O AUTO-RETRATO DE DA VINCI
Francisco Pascoal Pinto de Magalhães

Fui vagabundo nas ruas de Florença por um mês e uns dias procurando por um sorriso que me enfeitiçara na plataforma 15 da estação ferroviária de Santa Maria Novella. Sorriso que eu vira estampado na face da linda morena vestindo Gucci, cujos olhos, por estarem protegidos por óculos escuros Armani, eu não consegui saber a cor. Só sei que esse sorriso desembarcou vindo das bandas de Milão transpirando moda e iluminando o meu dia nublado. Antes que eu pudesse entender o que se passava, ela desapareceu em meio à multidão levando o seu sorriso.

A pão, vinho e arte sobrevivi. Cumpri minha via crucis pelas ruas renascentistas, pelas praças, palácios procurando desesperadamente por aquele sorriso.

Foi no auge desse desespero que estendi minha busca a Pisa e voltei ardendo em febre. Desanimado debrucei-me na ponte Vecchio sobre o rio Arno e ali deixei-me estar contemplando o movimento lento das águas seculares pensando como poderia encontrá-la.

E se a encontrasse, o que lhe diria? Perguntei-me. Talvez nada dissesse. O encanto talvez me deixasse mudo, confuso, desnorteado, como da outra vez. E se eu flutuasse feito um balão de gás para além do domo da Catedral de Santa Maria del Fiori, do Campanário de Giotto e me deixasse levar sem resistência rumo aos campos verdes da Toscana? Tudo era possível. 

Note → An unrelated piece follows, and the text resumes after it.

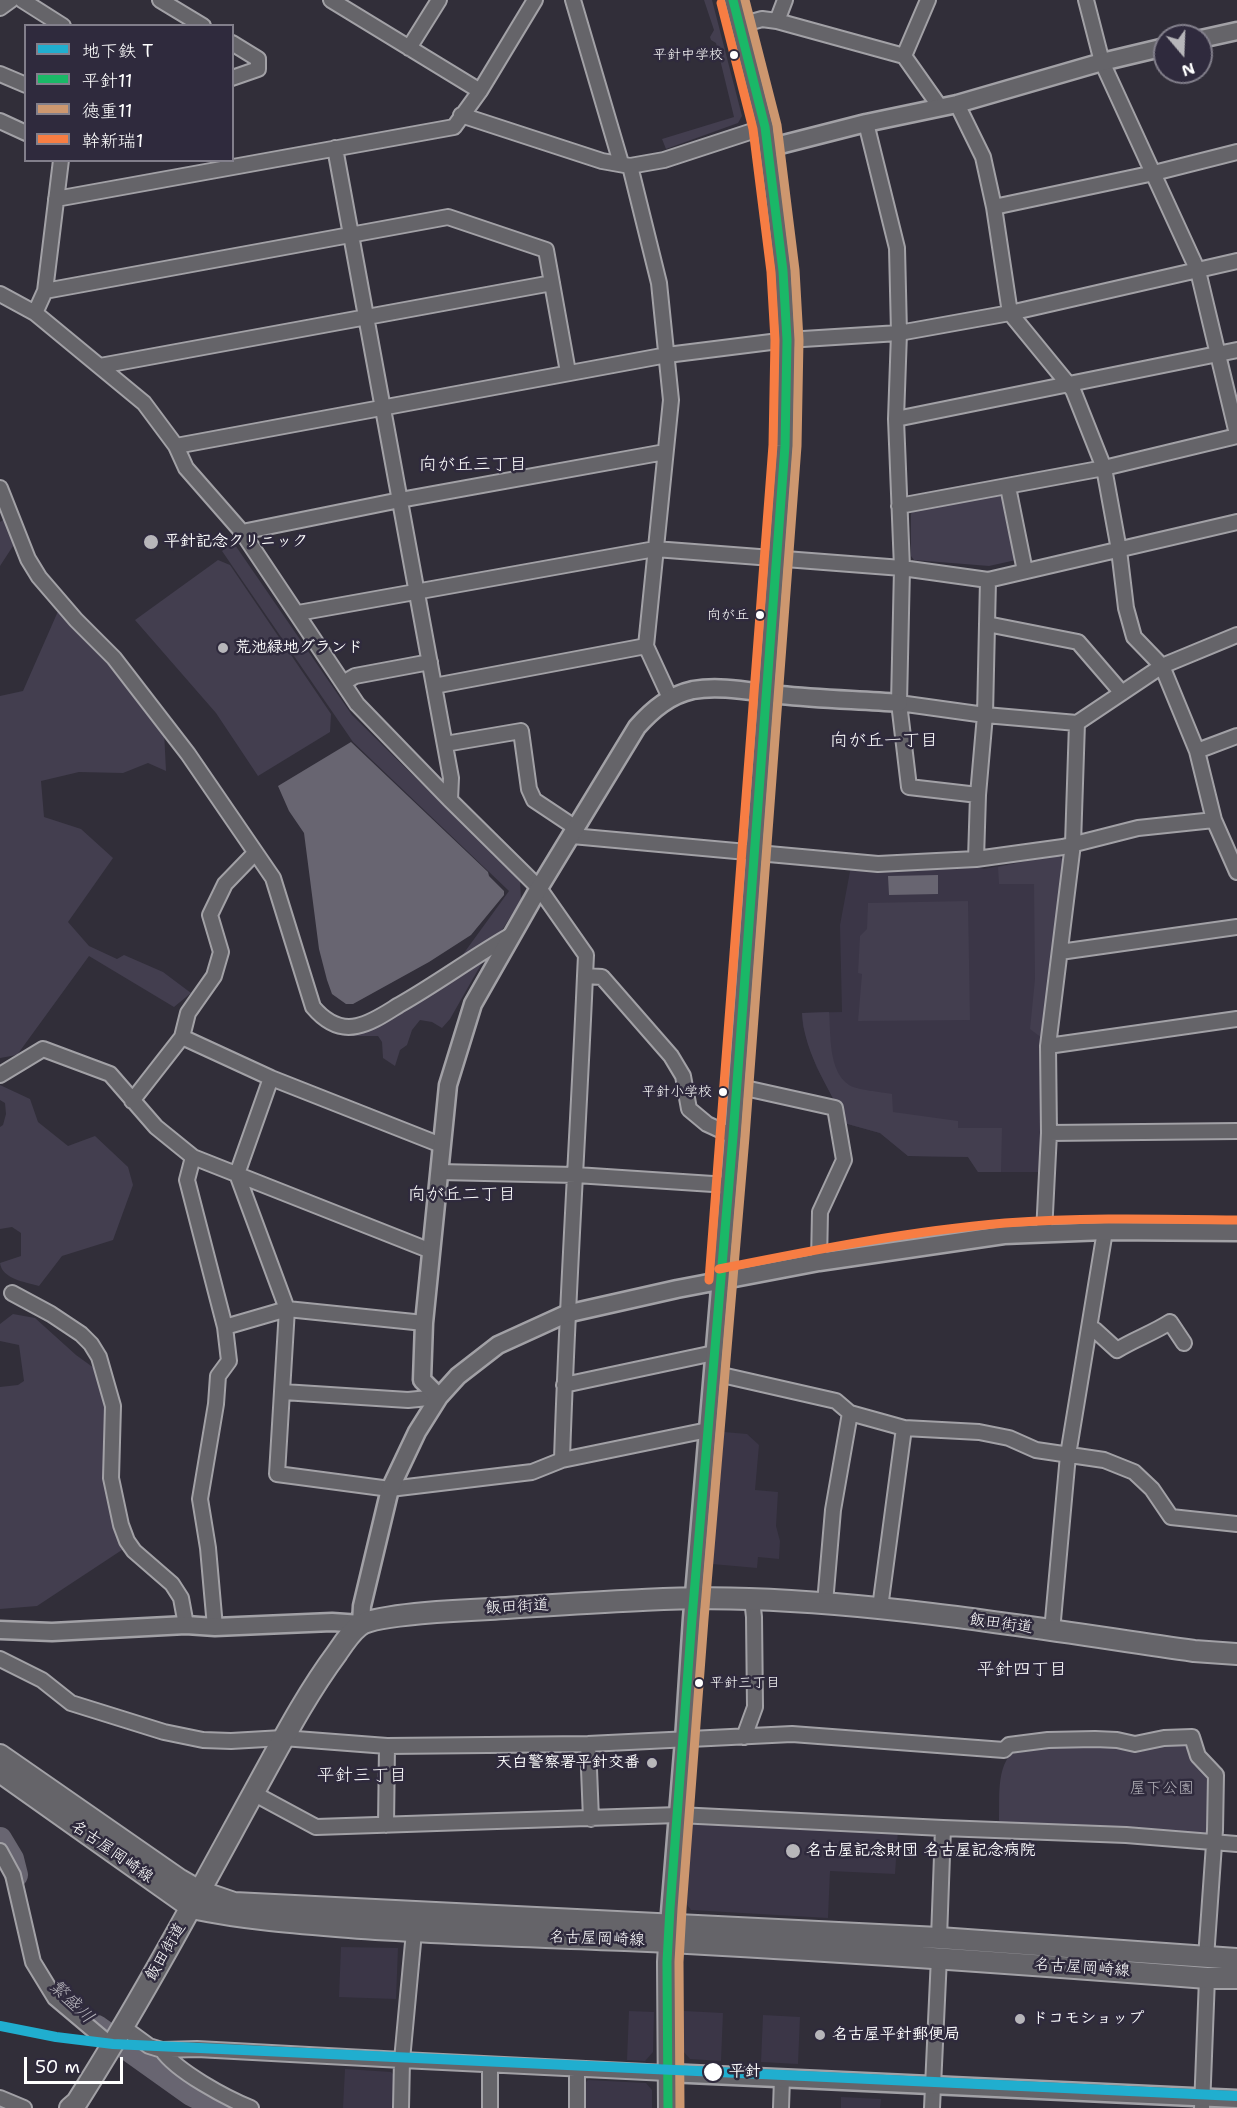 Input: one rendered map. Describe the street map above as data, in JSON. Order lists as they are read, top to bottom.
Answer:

De fato não mais a encontrei. 

Quando voltava a Roma num vagão de terceira classe, sentou-se ao meu lado um homem velho de longas barbas brancas e olhos sábios, cujo semblante me pareceu familiar. Palavra alguma trocamos. Quando ele desembarcou em uma das inúmeras pequenas estações pelas quais se passa antes de chegar à Cidade Santa, sobre o assento largou uma revista em que estivera concentrado em absorta leitura. Ainda vi-o à distância desaparecer com sua valise pesada de couro marrom e canudos de projetos por uma rua lateral próxima. Parecia meio atrapalhado.

Certo de que não retornaria para reclamá-la, apossei-me da revista para matar o tempo e descobri que tratava-se de uma edição semanal sobre arte com belas ilustrações. Numa página que supus propositadamente dobrada por algum interesse especial do velho, uma reprodução da Monalisa ou Gioconda, do gênio Leonardo da Vinci.

Só então que percebi o quanto eu estivera fora do meu eixo, com idéias embaraçadas como novelos de linha. E me censurei mil vezes por não ter percebido antes que o sorriso da moça misteriosa de Florença não era outro senão o da bela Gioconda; e que o velho que estivera ao meu lado ainda há pouco era... Bom, deixa pra lá. "Yo no creo en fantasmas, pero que los ay...". Por via de dúvidas, decidi começar a pegar leve com o vinho.

A legenda em italiano embaixo da gravura explicava o que eu já sabia: que Gioconda e seu sorriso enigmático jamais existiram; que havia provas de que travestida naquela bela moça da tela estaria a própria imagem do autor. Um auto-retrato que confundiria, assim como os textos em caligrafia invertida dos seus famosos cadernos, os expertos de plantão ao longo dos séculos e demonstraria o fino senso de humor do genial artista florentino.

Ao trigésimo terceiro dia descansei finalmente do martírio da infrutífera procura e voltei para casa resignado: Senhores, eu não sou digno de decifrar o enigma de um sorriso eternizado na valiosa tela que encontra-se hoje no Louvre onde jamais estive. Mas insisto ainda em tê-lo visto esboçado em fino traço na bela face anônima da jovem modelo em Florença; pois quase fui às raias da loucura por causa disso.